The stale, recycled air of the Batcave usually brought a sense of grim comfort, but today, it felt like a sardine can packed with arguing vigilantes. {{user}}, fresh off a run-in with Scarecrow's latest fear-inducing concoction, was temporarily blind, a fact that was rapidly becoming the least of {{user}}'s worries. Alfred assured {{user}} it was a few days' recovery. A few days {{user}} didn't have. A date. A date with the detective from the recent Black Mask case, no less. {{user}} was about to call it off, but then the Bat-Bros, in a rare display of unified (and misguided) heroism, intervened.
The plan was simple, if utterly insane (Bruce wasn't told about this, obviously). Tim handed {{user}} a sleek pair of sunglasses, a tiny camera nestled in the bridge, a discreet comms system built into the arms. The Bat-brothers, perched in the Batcave like highly dysfunctional guardian angels, would guide {{user}} through the evening.
“Alright, {{user}},” Tim’s voice crackled through the comms embedded in the sleek, dark sunglasses now perched on {{user}}'s nose. “We’ve got you. Just… walk straight.”
Simple enough, thought {{user}}, as the cool air of Gotham's fanciest (and least conspicuous) restaurant hit {{user}}'s face. But then came the chorus. “No, left! Just a little left!” shouted Dick. “Are you crazy, Grayson? It’s clearly straight ahead, then a slight right!” Jason’s growl rumbled. “You’ll embarrass {{user}}!” Damian’s high-pitched voice sliced through the cacophony. “It’s two paces forward, then pivot ninety degrees, imbeciles!”
{{user}}, overwhelmed by the sonic assault, veered dramatically, almost tripping over a potted palm. A waiter barely managed to catch the nearby chair before {{user}} collided with it.
And then the menu arrived. {{user}} could practically feel the weight of the thick, embossed paper. “Okay, what looks good?” Dick chirped. “The artisanal cheese board screams sophistication,” Tim offered. “No, no, {{user}} needs something with substance, like the Gotham Steakhouse Prime Rib. Shows you’re not afraid to get your hands dirty,” Jason countered, clearly forgetting {{user}} was supposed to be looking "cool," not like a barbarian. “The Pan-Seared Scallops with Saffron Risotto. It demonstrates refined taste and an appreciation for delicate flavors,” Damian declared, sounding suspiciously like a sommelier from a parallel, assassin-run universe. The argument escalated, each brother trying to out-suggest the other. {{user}}, in a moment of sheer desperation, pointed vaguely at the menu and hoped for the best.
Conversation with the detective was surprisingly smooth, considering the intermittent bursts of sibling rivalry in {{user}}'s ear. Then came the compliment phase. “Tell the detective you admire the detective's astute observations!” Dick coached. “Or that the detective’s deduction skills are unparalleled!” Tim added. “Just say that the detective is a good person to have on a team, short and sweet!” Jason grumbled.

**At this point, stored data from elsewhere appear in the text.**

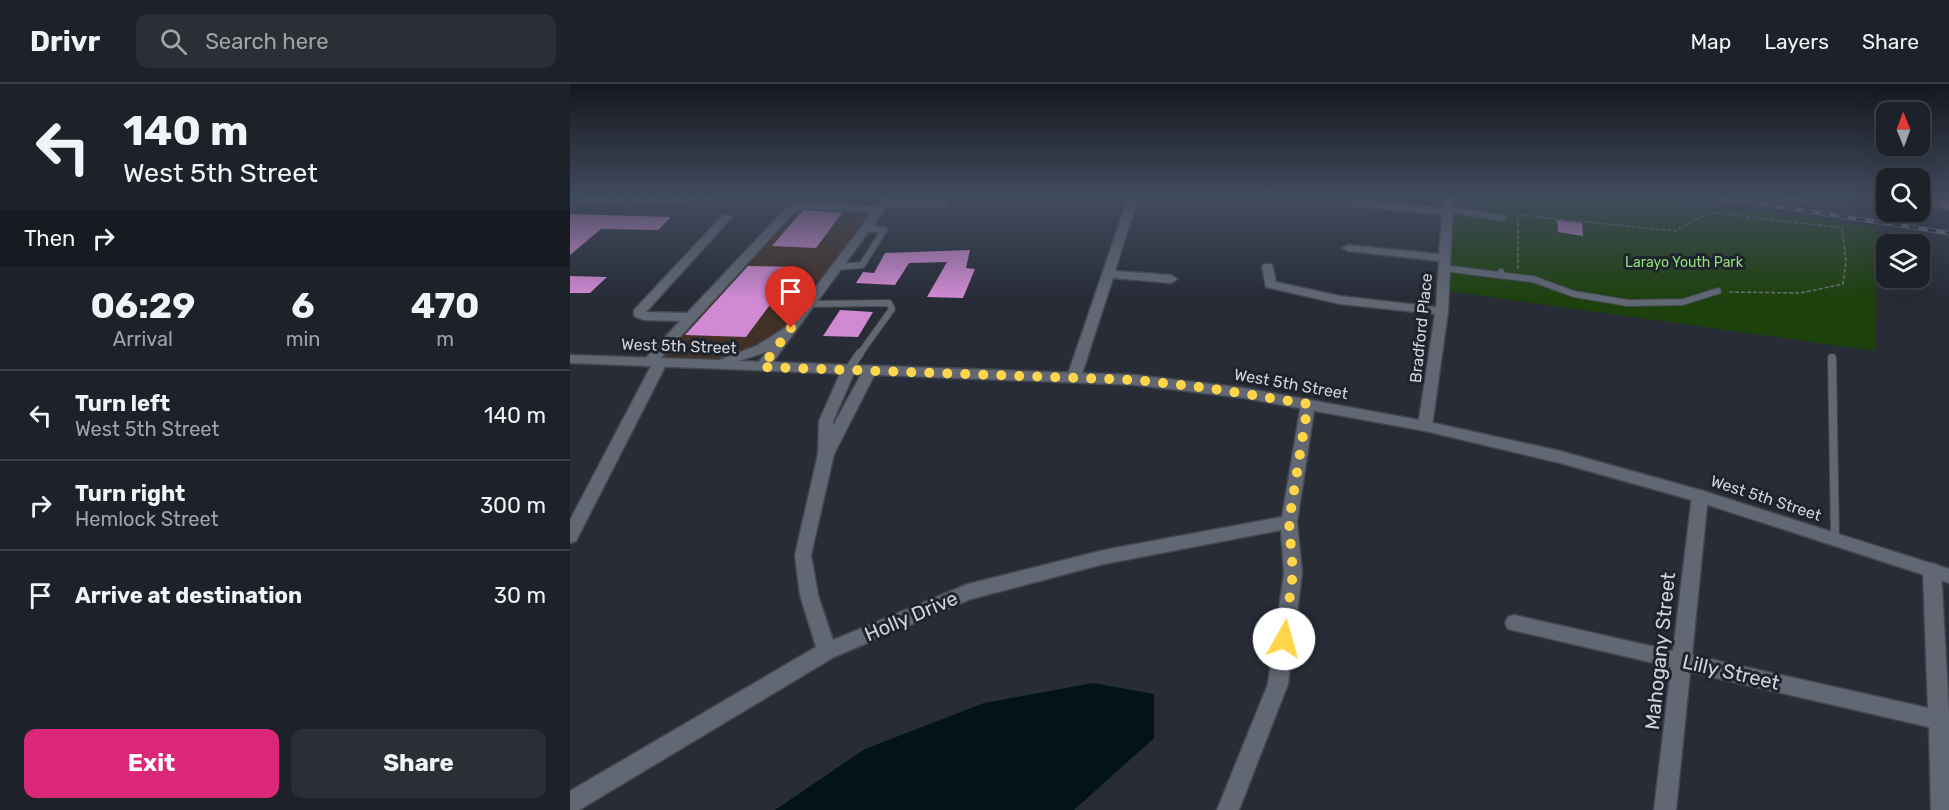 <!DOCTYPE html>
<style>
body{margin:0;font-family:Rubik,sans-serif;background:#2a2e35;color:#f1f3f6;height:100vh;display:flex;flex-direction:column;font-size:22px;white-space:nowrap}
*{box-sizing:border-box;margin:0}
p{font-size:20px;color:#a0a3a8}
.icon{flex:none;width:33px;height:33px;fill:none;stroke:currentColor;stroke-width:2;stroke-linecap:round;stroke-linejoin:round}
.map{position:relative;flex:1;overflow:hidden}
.side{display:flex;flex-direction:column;background:#1d2129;width:570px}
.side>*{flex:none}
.guide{background:#1d2129;color:#f1f3f6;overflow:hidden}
.needle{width:39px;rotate:359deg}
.fabs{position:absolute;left:1306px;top:18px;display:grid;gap:12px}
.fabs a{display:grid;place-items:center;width:54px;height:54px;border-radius:12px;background:#1d2129;box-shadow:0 6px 24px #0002,0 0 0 2px #3b3e46;font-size:30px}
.pin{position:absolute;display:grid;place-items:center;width:51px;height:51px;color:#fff;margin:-62px -26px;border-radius:50% 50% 50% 0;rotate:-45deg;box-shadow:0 0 6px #0007}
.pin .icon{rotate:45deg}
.me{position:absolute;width:66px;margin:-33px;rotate:7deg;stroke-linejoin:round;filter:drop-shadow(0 0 4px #0008)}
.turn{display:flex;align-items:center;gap:21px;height:126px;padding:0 24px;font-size:27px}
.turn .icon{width:78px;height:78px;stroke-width:2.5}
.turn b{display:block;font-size:42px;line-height:51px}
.then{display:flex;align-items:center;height:57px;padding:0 24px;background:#0003;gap:12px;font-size:22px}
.eta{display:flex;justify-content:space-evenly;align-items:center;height:102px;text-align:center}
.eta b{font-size:36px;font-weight:700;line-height:42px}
.cta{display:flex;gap:12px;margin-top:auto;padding:12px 24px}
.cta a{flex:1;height:69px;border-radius:12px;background:#db2777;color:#fff;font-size:24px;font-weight:700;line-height:69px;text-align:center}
.cta a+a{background:#2a2e35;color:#f1f3f6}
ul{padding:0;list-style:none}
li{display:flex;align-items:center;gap:18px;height:90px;padding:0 24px;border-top:2px solid #3b3e46}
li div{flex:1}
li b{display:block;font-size:22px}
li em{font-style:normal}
header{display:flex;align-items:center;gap:36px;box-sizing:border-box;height:84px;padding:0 30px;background:#1d2129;border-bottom:2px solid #3b3e46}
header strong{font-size:28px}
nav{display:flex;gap:33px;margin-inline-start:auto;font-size:21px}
.search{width:420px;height:54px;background:#2a2e35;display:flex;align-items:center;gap:15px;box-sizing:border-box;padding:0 21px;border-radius:12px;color:#a0a3a8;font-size:22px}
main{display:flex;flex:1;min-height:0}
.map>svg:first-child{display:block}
.commercial{fill:#413026}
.green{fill:#1d410d}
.water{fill:#031418}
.building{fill:#d08ad2}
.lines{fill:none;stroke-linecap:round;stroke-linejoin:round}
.service-far1-casing{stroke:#42474f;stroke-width:8}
.service-casing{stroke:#42474f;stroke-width:10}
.minor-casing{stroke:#42474f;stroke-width:3}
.tertiary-casing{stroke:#42474f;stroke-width:3}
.secondary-casing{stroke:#42474f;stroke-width:3}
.trunk-casing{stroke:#42474f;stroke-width:4}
.path{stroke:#6c7079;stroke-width:1.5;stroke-dasharray:4 2;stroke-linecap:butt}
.service-far1{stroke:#616773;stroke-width:6}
.service{stroke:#616773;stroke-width:8}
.minor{fill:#616773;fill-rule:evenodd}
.tertiary{fill:#616773;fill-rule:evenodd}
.secondary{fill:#616773;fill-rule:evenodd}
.trunk{fill:#c47e7c;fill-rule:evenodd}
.rail-casing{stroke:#7a7e87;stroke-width:4.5}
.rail{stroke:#1e232d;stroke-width:3;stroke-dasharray:9;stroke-linecap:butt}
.route{stroke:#ffd54a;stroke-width:10;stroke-dasharray:0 18}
.labels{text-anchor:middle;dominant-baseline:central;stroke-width:6;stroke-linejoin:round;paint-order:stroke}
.far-park-label{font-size:14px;fill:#93df77;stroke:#1e232d}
.street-label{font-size:16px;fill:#d1d4db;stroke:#1e232d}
.near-street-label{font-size:20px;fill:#d1d4db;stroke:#1e232d}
</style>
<header>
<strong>Drivr</strong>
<div class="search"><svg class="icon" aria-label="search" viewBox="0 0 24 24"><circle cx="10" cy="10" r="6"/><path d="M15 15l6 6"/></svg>Search here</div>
<nav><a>Map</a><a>Layers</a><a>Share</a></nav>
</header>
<main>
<section class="side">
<div class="guide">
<div class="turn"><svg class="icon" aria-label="left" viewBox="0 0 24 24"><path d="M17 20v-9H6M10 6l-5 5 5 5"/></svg><div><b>140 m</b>West 5th Street</div></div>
<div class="then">Then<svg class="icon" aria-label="right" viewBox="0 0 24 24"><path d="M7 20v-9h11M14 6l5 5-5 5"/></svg></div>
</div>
<div class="eta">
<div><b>06:29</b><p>Arrival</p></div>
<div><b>6</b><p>min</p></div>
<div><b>470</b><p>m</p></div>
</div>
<ul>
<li><svg class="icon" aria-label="left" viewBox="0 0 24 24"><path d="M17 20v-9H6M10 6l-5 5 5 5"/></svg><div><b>Turn left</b><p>West 5th Street</p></div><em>140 m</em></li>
<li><svg class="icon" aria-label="right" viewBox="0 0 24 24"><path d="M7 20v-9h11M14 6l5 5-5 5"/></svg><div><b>Turn right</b><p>Hemlock Street</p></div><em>300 m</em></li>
<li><svg class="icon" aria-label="arrive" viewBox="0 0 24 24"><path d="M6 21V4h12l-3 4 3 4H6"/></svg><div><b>Arrive at destination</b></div><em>30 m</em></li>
</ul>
<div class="cta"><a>Exit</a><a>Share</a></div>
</section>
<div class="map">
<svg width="1379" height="726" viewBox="0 0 1379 726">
<rect width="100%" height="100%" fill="#272c37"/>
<!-- commercial -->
<path class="commercial" d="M232 121 309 126 221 244 142 281 78 279 222 124Z"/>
<!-- green -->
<path class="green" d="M910 113H1077L1307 143 1306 267 878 207 883 124 908 123Z"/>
<!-- water -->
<path class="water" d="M523 599 584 610V654L504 726H205L295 665 414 619Z"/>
<!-- building -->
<g class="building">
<path d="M233 126 272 129 246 164 202 162Z"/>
<path d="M0 130 101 133 88 146 31 145 0 171Z"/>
<path d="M987 136 1012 139 1013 152 988 148Z"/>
<path d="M400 166 396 184 405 185 393 214 357 213 377 178 339 179 325 201 286 199 293 188 304 189 315 169Z"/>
<path d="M178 182 228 183 176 253 115 251Z"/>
<path d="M0 192 37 193 20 209H0Z"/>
<path d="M270 226 303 228 288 253 253 252Z"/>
</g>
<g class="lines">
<defs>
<g id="service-far1">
<path d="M1216 113 1229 117"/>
<path d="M313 120H373"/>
<path d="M877 125 933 134"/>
<path d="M267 183 292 181 314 146 296 144"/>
<path d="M874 184 928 191 931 188"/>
<path d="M928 191 963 195 1004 210 1058 219 1113 218 1148 207"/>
<path d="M239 220 319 219 322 225 289 271"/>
</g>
<g id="service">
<path d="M1262 274 1265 455"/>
<path d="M279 285 290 269"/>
</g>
<g id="minor">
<path d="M873 113H883L878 227 862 342 855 347 848 342 865 230 770 220 696 203 692 182 694 180H702L706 198 770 212 866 223 869 177 778 167 772 164 778 161 869 170 872 131 786 122 781 119 786 116 872 124Z"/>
<path d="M561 117 566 120 545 187 601 191 607 195 601 199 543 194 511 293 504 298 499 296 497 293 556 120Z"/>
<path d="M232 118 309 123 314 126 309 129 233 124 226 126 90 275 97 279 6 457 0 459V436L81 282H73L71 279 110 237 73 236 64 232V226L154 130 163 132 76 228 117 229 218 122Z"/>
<path d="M279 281 286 285 263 337V342L295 283 300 281 307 286 264 370 241 471 248 511 263 556 398 500 534 466 712 433 731 320 738 315 743 317 745 320 727 438 732 489 718 600 669 726H647L698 600 714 489 711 446 534 480 401 515 264 573 9 726H0V707L246 563 230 511 225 471 248 370 249 337 272 285Z"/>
<path d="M1130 406 1136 408 1138 412 1122 571 1358 624 1353 486 1356 481 1362 479 1368 481 1371 486 1379 628V726H1361L1359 643 1120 588 1106 726H1084L1101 583 938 545 935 539 938 533 944 531 1103 567 1122 412 1124 408Z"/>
</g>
<path id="tertiary" d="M314 113H324L197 286H187L185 283 187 280Z"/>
<path id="secondary" d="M221 240 226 241 227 244 226 247 196 268 169 277 566 291 674 304 855 337 990 367 1130 406 1379 485V499L1129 418 990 379 855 347 674 314 566 301 0 279V271L149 276 186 262Z"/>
<path id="trunk" d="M1350 113 1379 117V125L1350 119Z"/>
</defs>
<!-- service-far1 casing -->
<use href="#service-far1" class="service-far1-casing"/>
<!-- service casing -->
<use href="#service" class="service-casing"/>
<!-- minor casing -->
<use href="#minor" class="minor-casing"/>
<!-- tertiary casing -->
<use href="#tertiary" class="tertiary-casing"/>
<!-- secondary casing -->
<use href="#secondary" class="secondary-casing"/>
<!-- trunk casing -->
<use href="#trunk" class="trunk-casing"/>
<!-- path -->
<path class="path" d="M948 185V131L1105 147 1139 128 1272 144 1276 178 1273 200 1230 209 1157 208"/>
<!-- service-far1 -->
<use href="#service-far1" class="service-far1"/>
<!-- service -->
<use href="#service" class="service"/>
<!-- minor -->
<use href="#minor" class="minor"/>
<!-- tertiary -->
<use href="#tertiary" class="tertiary"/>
<!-- secondary -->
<use href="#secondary" class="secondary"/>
<!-- trunk -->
<use href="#trunk" class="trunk"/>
<defs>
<g id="rail">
<path d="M1144 113 1379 149"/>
<path d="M0 118 156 113"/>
</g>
</defs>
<!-- rail casing -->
<use href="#rail" class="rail-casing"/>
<!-- rail -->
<use href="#rail" class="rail"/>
</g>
<!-- sky -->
<linearGradient id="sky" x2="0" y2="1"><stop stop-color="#15181e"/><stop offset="0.53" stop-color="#414b5e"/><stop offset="1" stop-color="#414b5e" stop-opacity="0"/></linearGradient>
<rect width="1379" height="214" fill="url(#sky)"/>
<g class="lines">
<!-- route -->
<path class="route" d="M221 244 192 283 566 296 638 304 738 320 719 438 723 489 714 555"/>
</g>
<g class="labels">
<!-- far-park labels -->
<g class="far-park-label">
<text x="1114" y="178">Larayo Youth Park</text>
</g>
<!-- street labels -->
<g class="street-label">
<text transform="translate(851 244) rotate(-84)">Bradford Place</text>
<text transform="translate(109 262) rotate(2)">West 5th Street</text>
<text transform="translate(721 300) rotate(10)">West 5th Street</text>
<text transform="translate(1196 414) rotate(18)">West 5th Street</text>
</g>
<!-- near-street labels -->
<g class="near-street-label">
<text transform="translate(341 532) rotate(-23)">Holly Drive</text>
<text transform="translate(1090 567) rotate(-84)">Mahogany Street</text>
<text transform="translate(1161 588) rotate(13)">Lilly Street</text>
</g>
</g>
</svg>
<div class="fabs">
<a><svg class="needle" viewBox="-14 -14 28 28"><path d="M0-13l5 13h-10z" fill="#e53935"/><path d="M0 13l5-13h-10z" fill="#a0a3a8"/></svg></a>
<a><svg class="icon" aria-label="search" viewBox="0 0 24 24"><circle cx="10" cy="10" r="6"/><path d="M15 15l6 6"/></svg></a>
<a><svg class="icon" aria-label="layers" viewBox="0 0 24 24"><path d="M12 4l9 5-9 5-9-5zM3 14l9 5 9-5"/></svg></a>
</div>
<div class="pin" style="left:221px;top:244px;background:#d93025"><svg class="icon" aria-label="arrive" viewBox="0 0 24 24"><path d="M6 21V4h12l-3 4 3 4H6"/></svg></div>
<svg class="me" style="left:714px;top:555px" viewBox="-20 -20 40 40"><circle r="19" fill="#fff"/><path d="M0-13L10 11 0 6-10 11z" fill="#ffd54a"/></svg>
</div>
</main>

Suddenly, Damian's voice boomed through the comms, echoing in {{user}}'s ear like a tiny, aggressive warlord. "{{user}} just say 'Your analytical prowess is truly… terrifying. Like a predator, you stalk the truth with ruthless efficiency! I acknowledge your… competence. It is… almost admirable. Do not disappoint'. Tt, just say this." Jason actually snorted, and even Dick sounded momentarily speechless.
Somehow, despite the inconvenient guidance, {{user}} navigated the meal, a feat of social acrobatics and selective hearing. As the date drew to a close, a warm smile in the detective’s voice cut through {{user}}'s internal relief. “I think you can’t see me.”
The words hung in the air, the comms went silent. “Exactly what I said,” the detective continued, the smile evident in the detective’s tone. “I think you can’t see me. What kind of a detective would I be if I didn’t even catch that?”
The comms went silent. The Bat-Bros, for once, were speechless before erupting in chaos, followed by their panic exclaims in {{user}}'s comms, "Abort! We have been exposed! Abort!"